→ WHAT NEEDS TO BE DONE
The records are to be repeated in full, with the images removed.

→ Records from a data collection
== Segment start ==

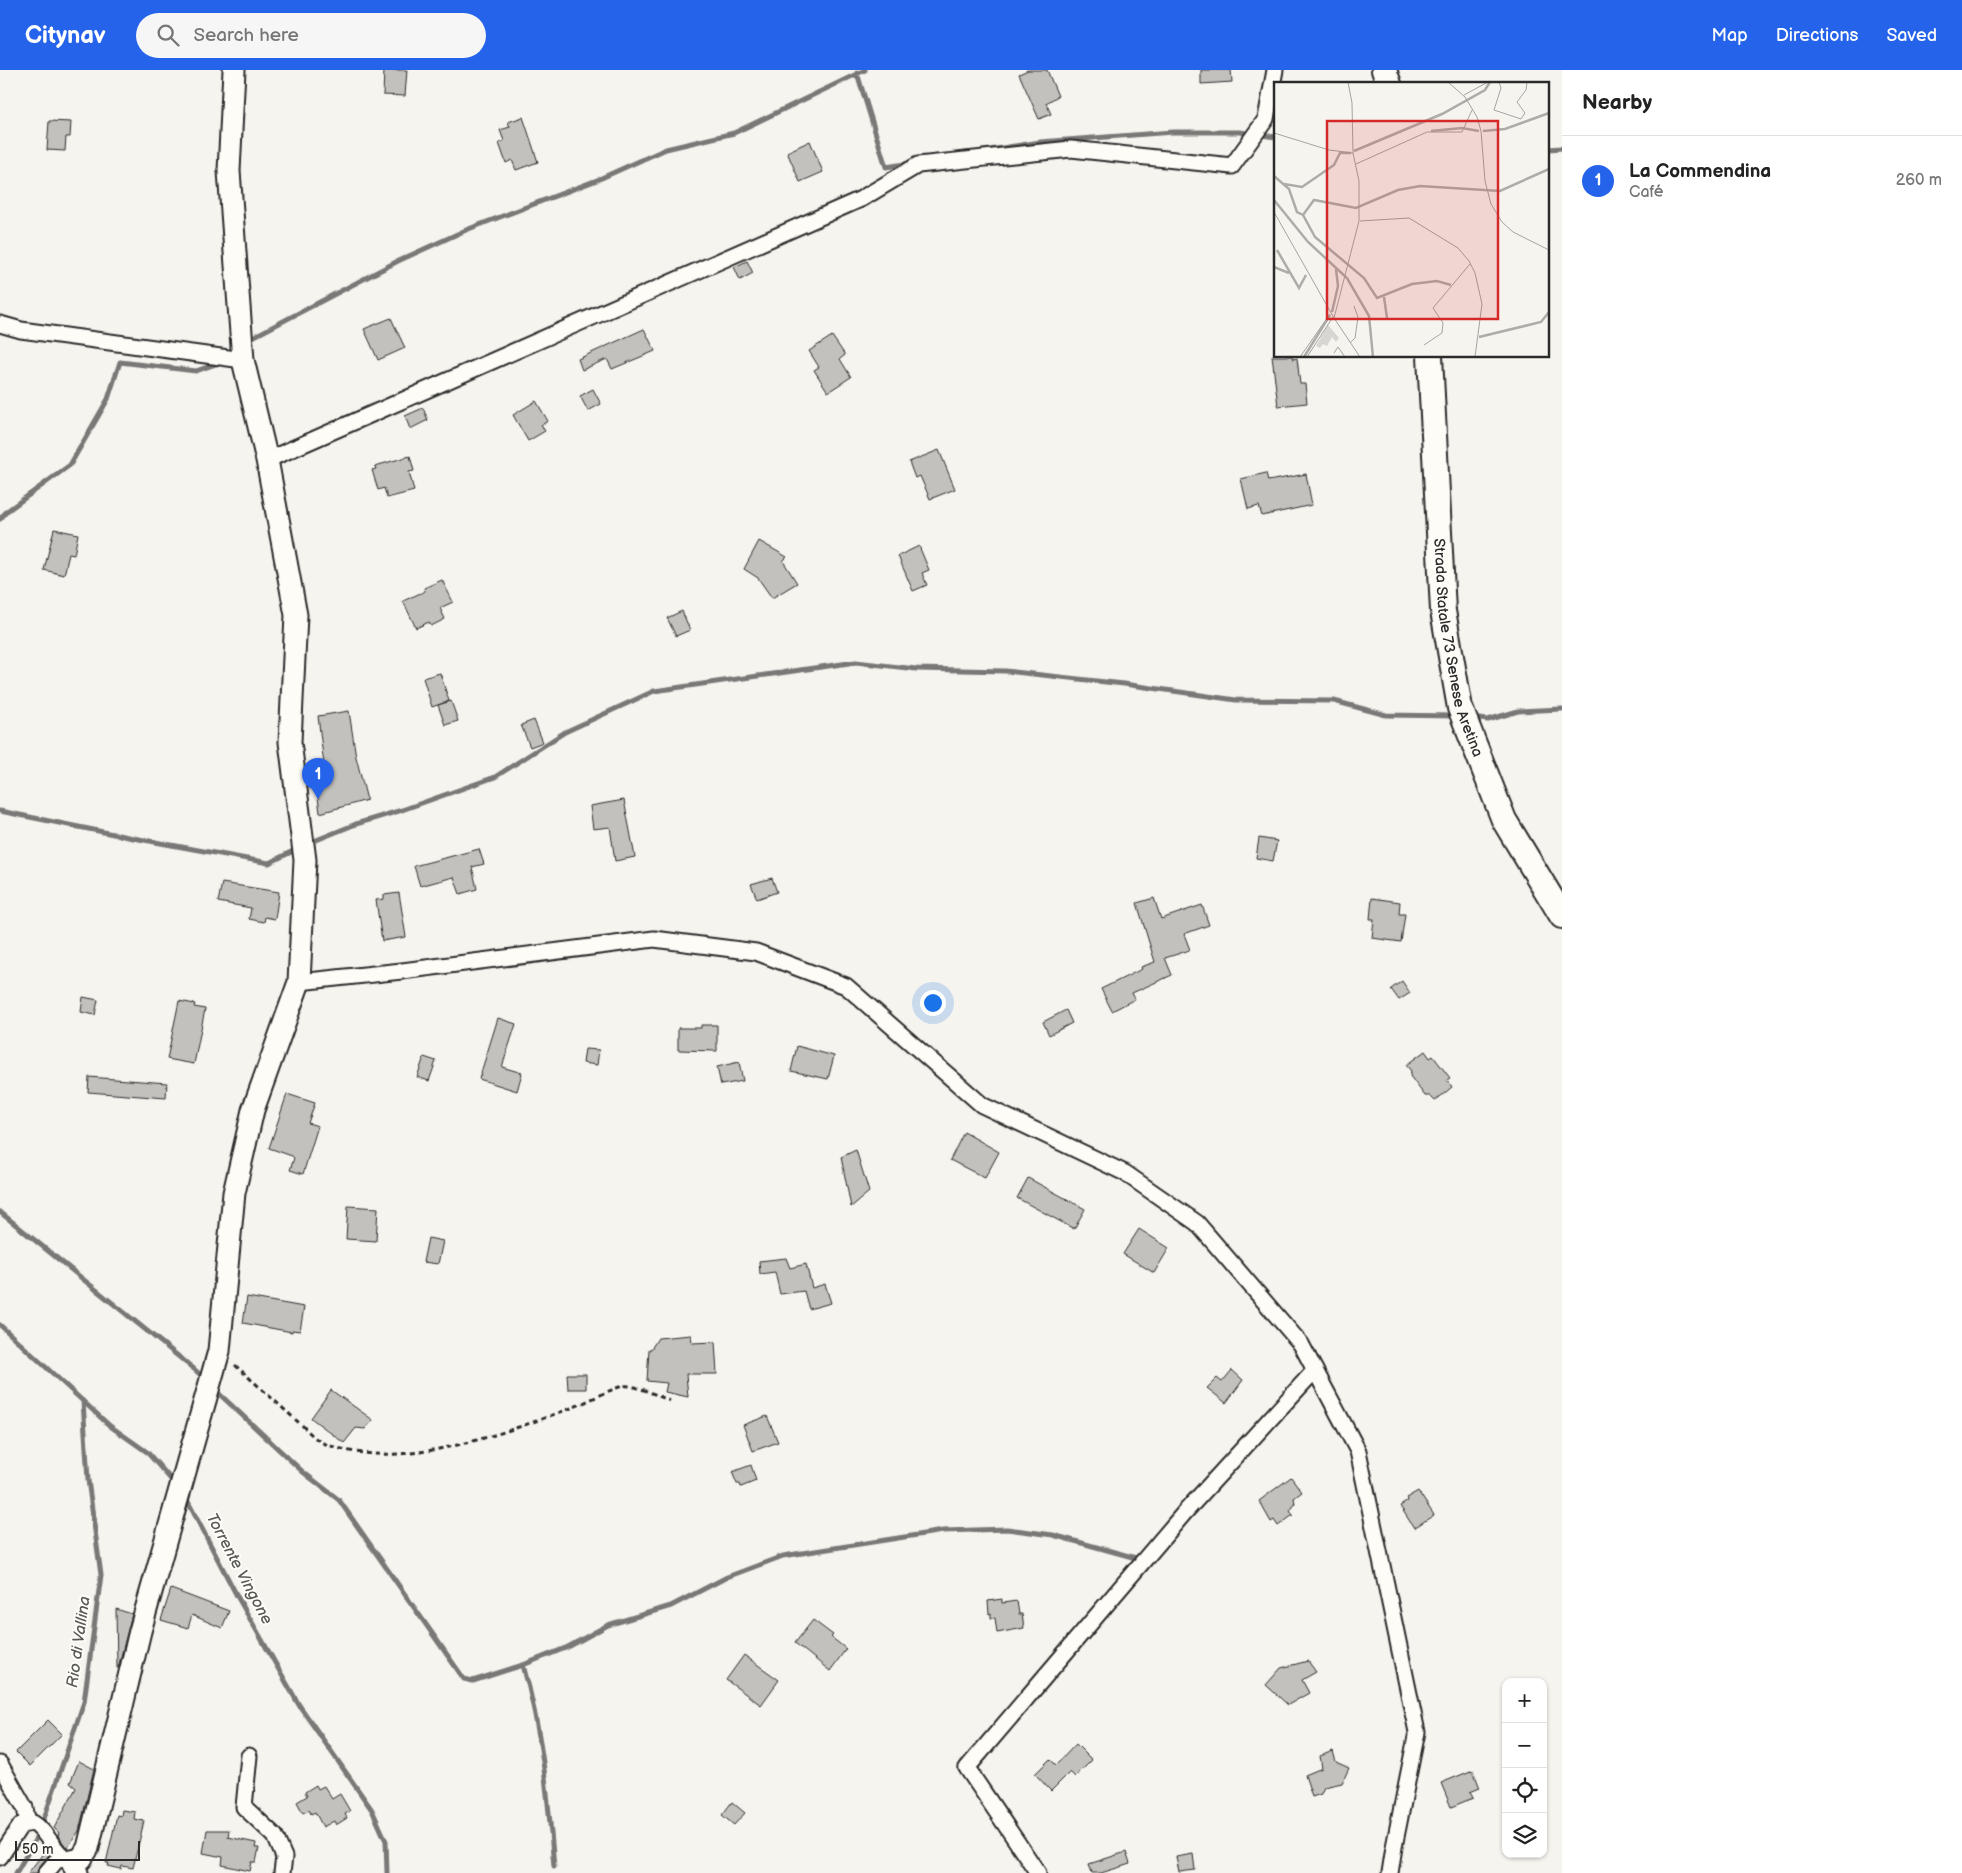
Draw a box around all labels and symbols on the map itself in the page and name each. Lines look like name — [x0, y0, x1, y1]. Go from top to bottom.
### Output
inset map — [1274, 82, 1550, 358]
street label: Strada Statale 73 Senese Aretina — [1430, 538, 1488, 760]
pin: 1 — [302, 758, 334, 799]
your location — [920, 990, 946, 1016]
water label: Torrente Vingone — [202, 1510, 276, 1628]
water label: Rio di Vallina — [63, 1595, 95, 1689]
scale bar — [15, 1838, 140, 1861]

== Segment end ==

→ EXERCISE ANSWER
Draw a box around all labels and symbols on the map itself in the page and name each. Lines look like name — [x0, y0, x1, y1]. Go from top to bottom.
### Output
inset map — [1274, 82, 1550, 358]
street label: Strada Statale 73 Senese Aretina — [1430, 538, 1488, 760]
pin: 1 — [302, 758, 334, 799]
your location — [920, 990, 946, 1016]
water label: Torrente Vingone — [202, 1510, 276, 1628]
water label: Rio di Vallina — [63, 1595, 95, 1689]
scale bar — [15, 1838, 140, 1861]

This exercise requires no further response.